With side effects the issue is that from the most typical medicine anyone takes, to ones with more serious side effects, you will find a long list of potentially dangerous side effects. So long that is ignored. People are trained by such experience to dismiss the issue.
I agree with another poster that the key medical advice should be written down. People forget things and if they have it written down a greater share will follow it. Good communication requires adequate emphasis and summarization. People are fallible and then a decent share of people would be lower IQ. Of course, the doctor's should do their job and at the end of the day the patient has their own responsibility to live their life and to follow their doctor's advice. You can't do it for them.
The doctor's duty is to try to be effective communicators that adequately explain the issue in a manner that most people would understand and able to follow, if the patient's desire to do so. It isn't a checklist that just mentioning an issue means that they have done a good job.

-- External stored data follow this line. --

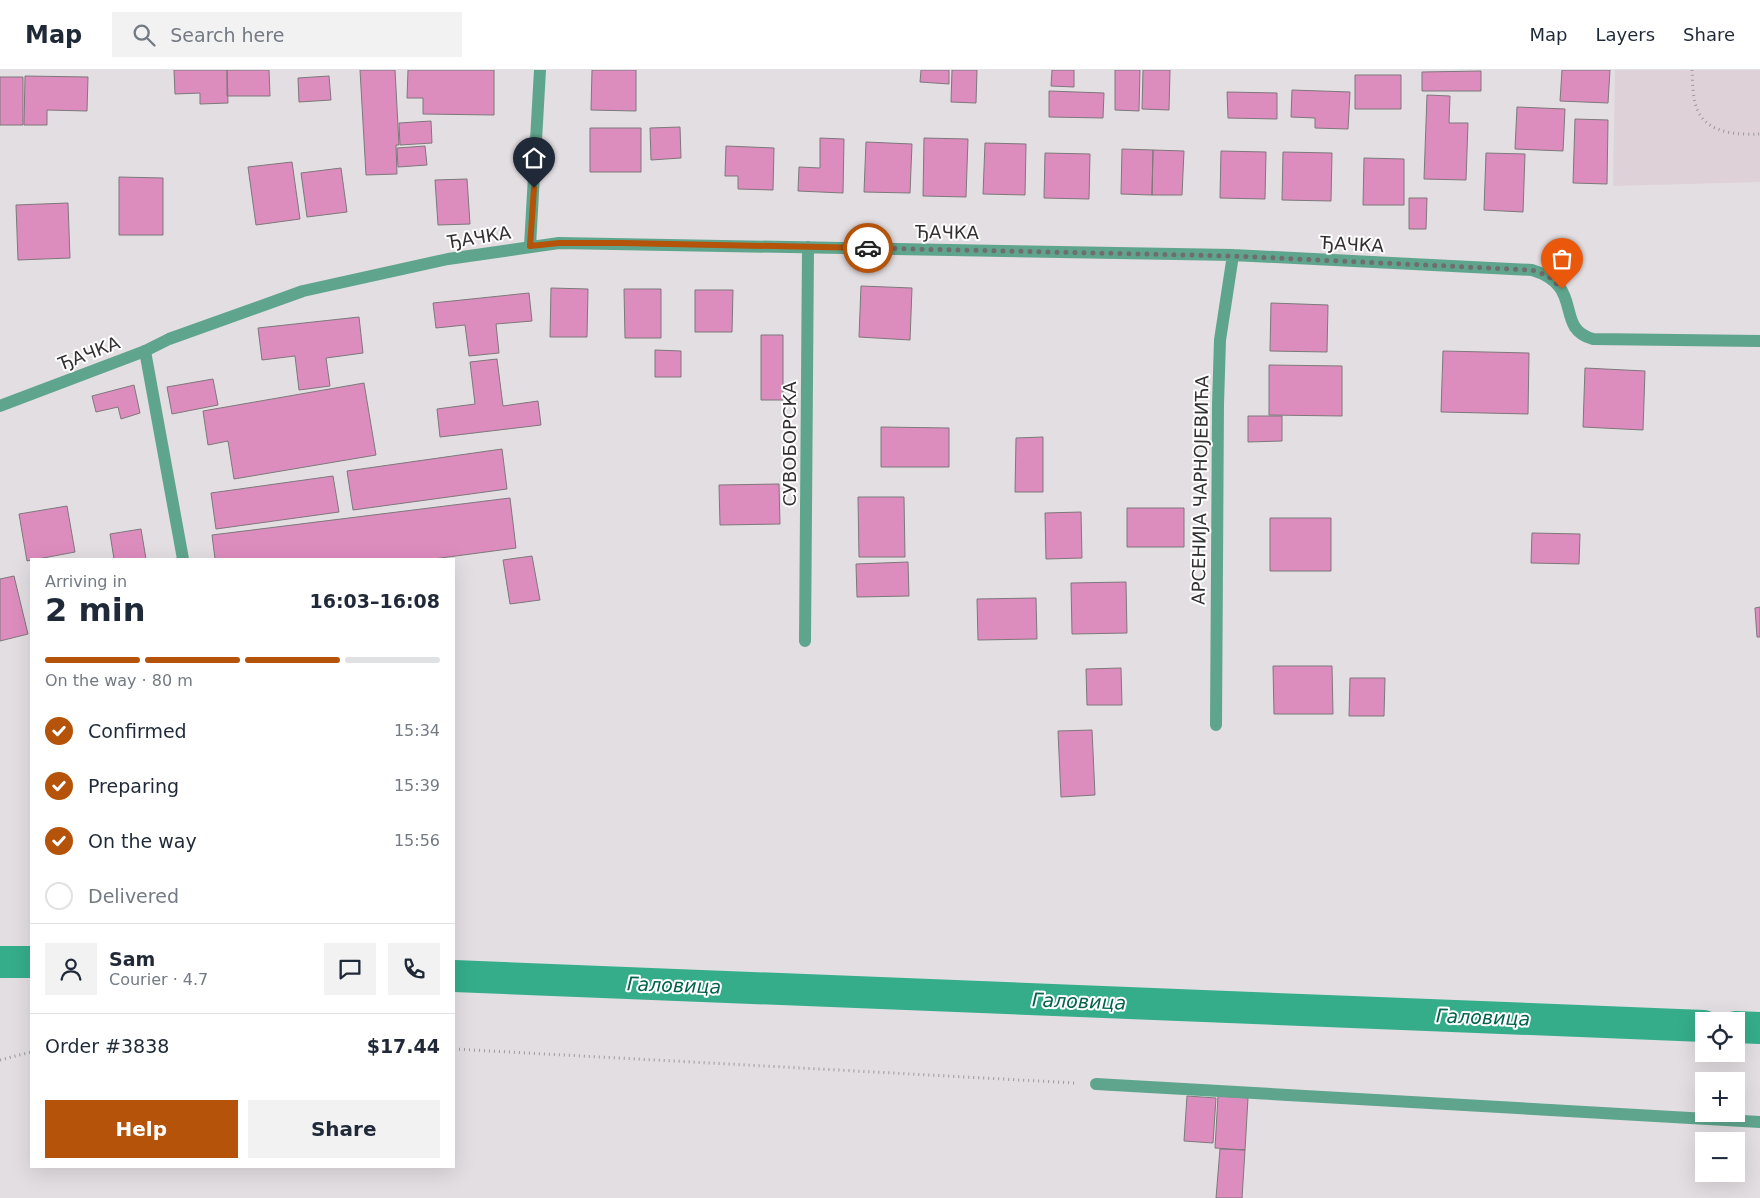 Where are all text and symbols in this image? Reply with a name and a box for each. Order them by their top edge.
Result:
search box [112,12,462,57]
text: Map [25,21,82,49]
icon: search [130,21,158,49]
text: Search here [170,24,284,46]
text: Map [1529,24,1567,45]
text: Layers [1595,24,1655,45]
text: Share [1683,24,1735,45]
pin [513,137,555,188]
icon: home [520,144,548,172]
street label: ЂАЧКА [914,221,980,243]
street label: ЂАЧКА [445,222,513,253]
courier [843,223,893,273]
street label: ЂАЧКА [1319,232,1385,256]
icon: car [854,234,882,262]
pin [1541,238,1583,289]
icon: bag [1548,245,1576,273]
street label: ЂАЧКА [54,332,123,375]
street label: АРСЕНИЈА ЧАРНОЈЕВИЋА [1187,374,1213,605]
street label: СУВОБОРСКА [779,381,800,507]
text: Arriving in [45,572,127,591]
text: 16:03–16:08 [310,590,440,612]
text: 2 min [45,591,146,629]
text: On the way · 80 m [45,671,193,690]
icon: check [45,717,73,745]
text: Confirmed [88,720,187,742]
text: 15:34 [394,721,440,740]
icon: check [45,772,73,800]
text: Preparing [88,775,179,797]
text: 15:39 [394,776,440,795]
icon: check [45,827,73,855]
text: On the way [88,830,197,852]
text: 15:56 [394,831,440,850]
text: Delivered [88,885,179,907]
button: person [45,943,97,995]
button: chat [324,943,376,995]
button: phone [388,943,440,995]
text: Sam [109,948,155,970]
text: Courier · 4.7 [109,970,208,989]
water label: Галовица [627,972,721,998]
water label: Галовица [1032,988,1126,1014]
water label: Галовица [1436,1004,1530,1030]
map controls [1695,1012,1745,1182]
button: locate [1695,1012,1745,1062]
text: Order #3838 [45,1035,169,1057]
text: $17.44 [367,1035,440,1057]
button: + [1695,1072,1745,1122]
button: Help [45,1100,238,1158]
button: Share [248,1100,440,1158]
button: − [1695,1132,1745,1182] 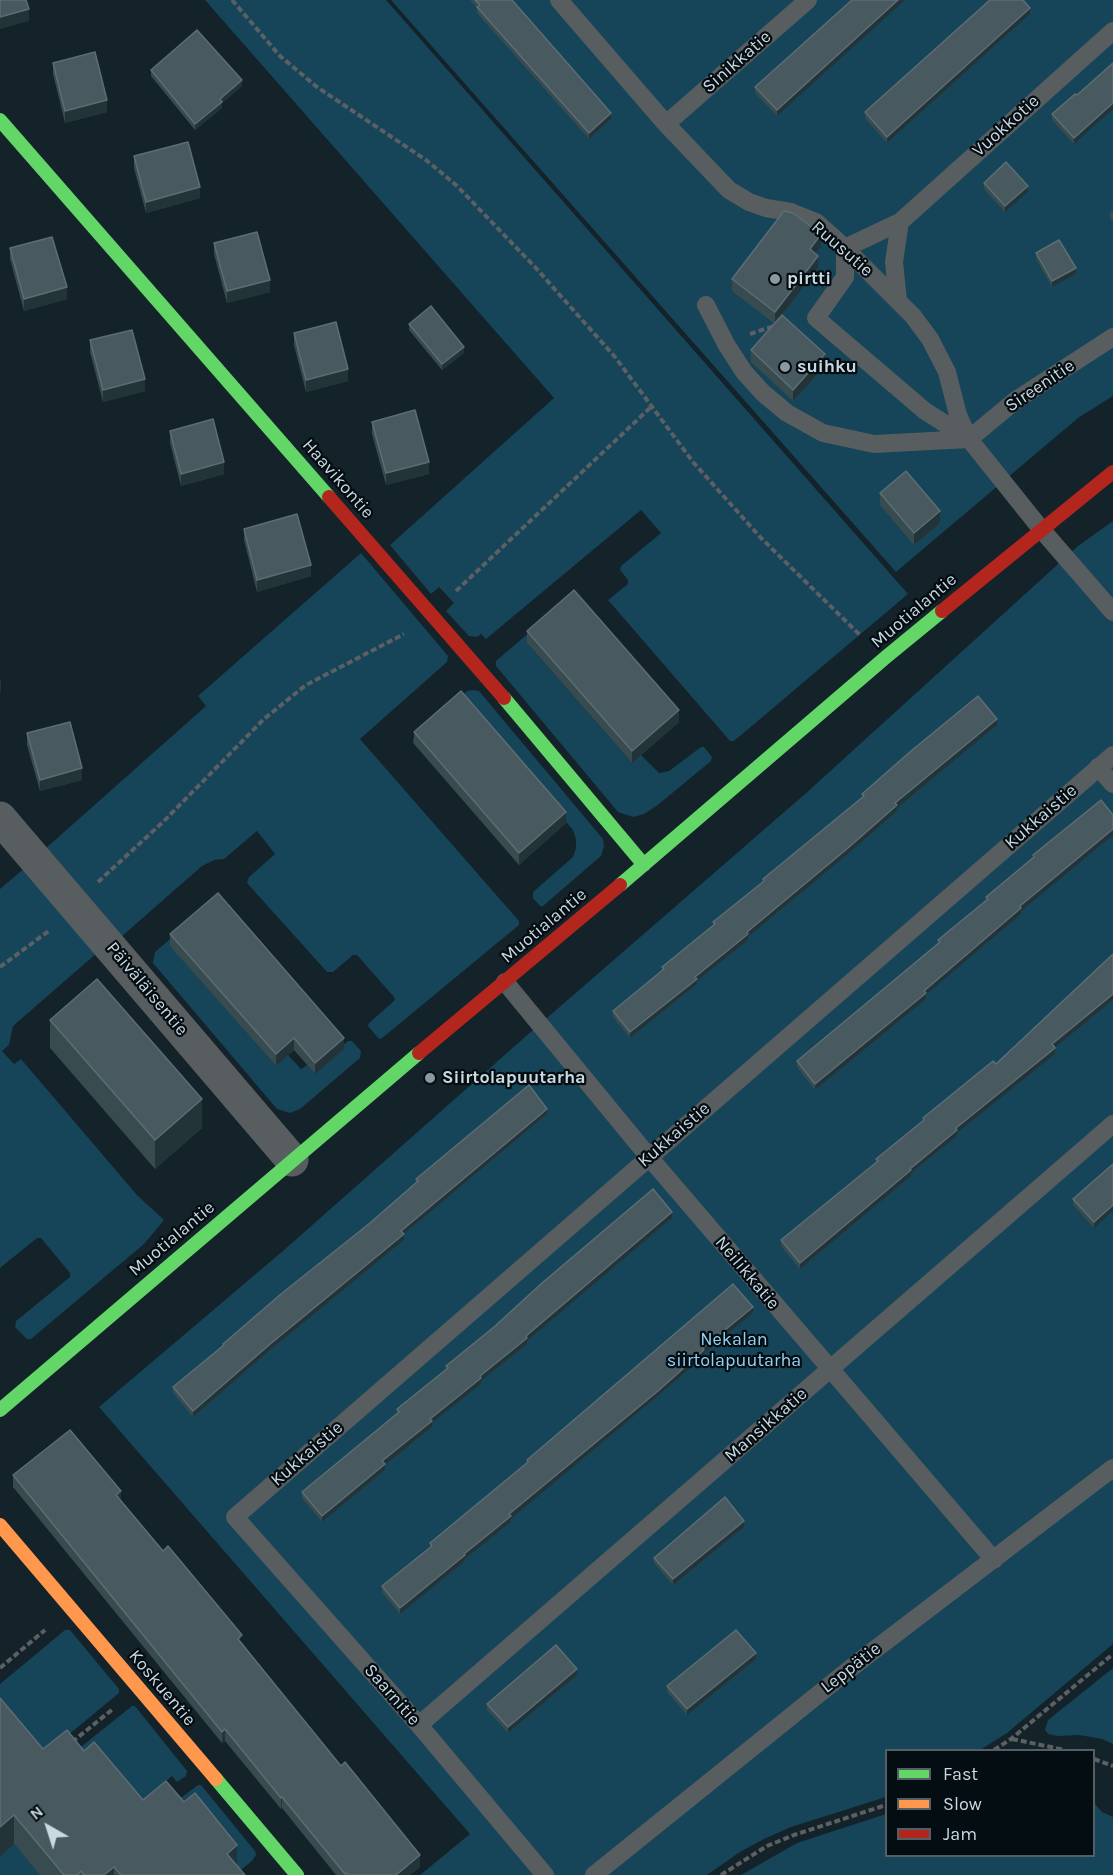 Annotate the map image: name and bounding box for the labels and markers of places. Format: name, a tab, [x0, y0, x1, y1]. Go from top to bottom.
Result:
place label: pirtti	[787, 268, 831, 290]
marker: pirtti	[768, 272, 782, 286]
place label: suihku	[797, 356, 857, 378]
marker: suihku	[778, 360, 792, 374]
place label: Siirtolapuutarha	[442, 1067, 586, 1089]
marker: Siirtolapuutarha	[423, 1071, 437, 1085] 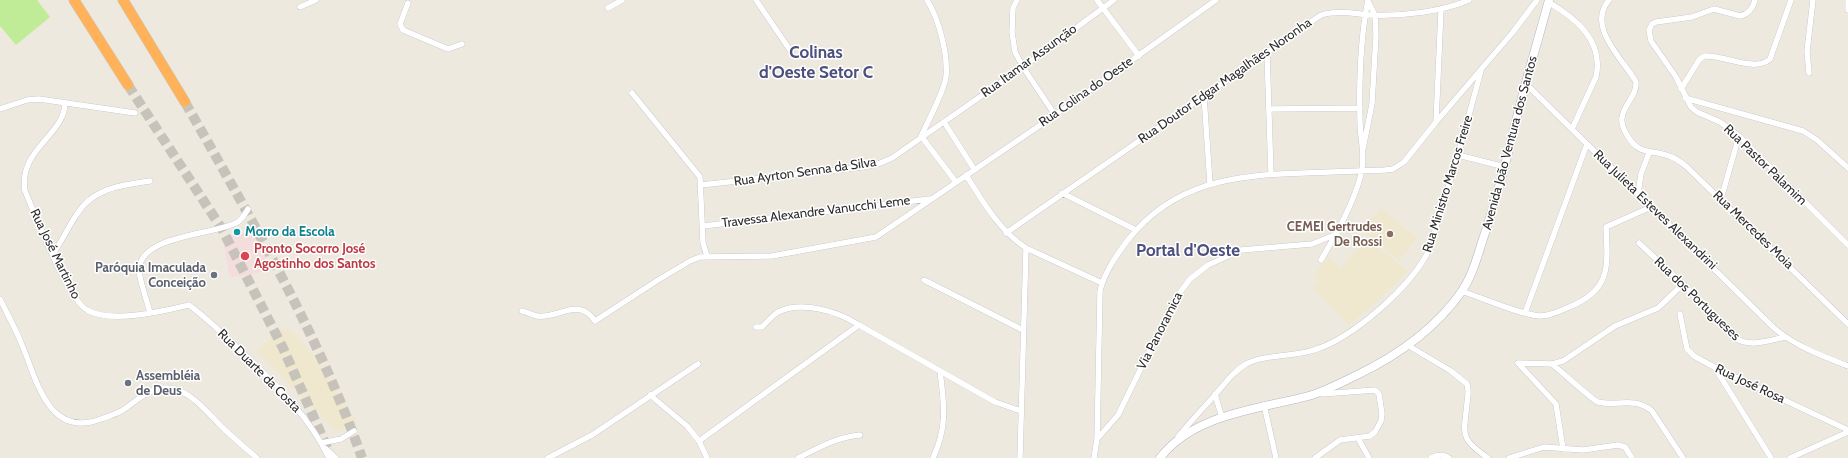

This essentially means some paternalism, since it requires extra effort for some patients. But only to a point. Basically any field will have a million of "reasonable person" subjective tests that good professionals must try to follow.
Only allowing elective work to be done (especially risky or life altering stuff) after a longitudinal period sounds like a good step. Pretty common to do this for trans stuff but less so for things like a tummy tuck or the sterilization, which can also go wrong but we are happy to do.
I generally get the feeling the consent process exists to protect us from patients not the other way around, and longer/more clear communication may not help with that.
Written communication can be a problem sometimes though - you are going to have to write down that one of the risks is death, or other scary things and it's going to be worth it, and rare. But having that on a piece of paper that someone can stare at can be a bad thing.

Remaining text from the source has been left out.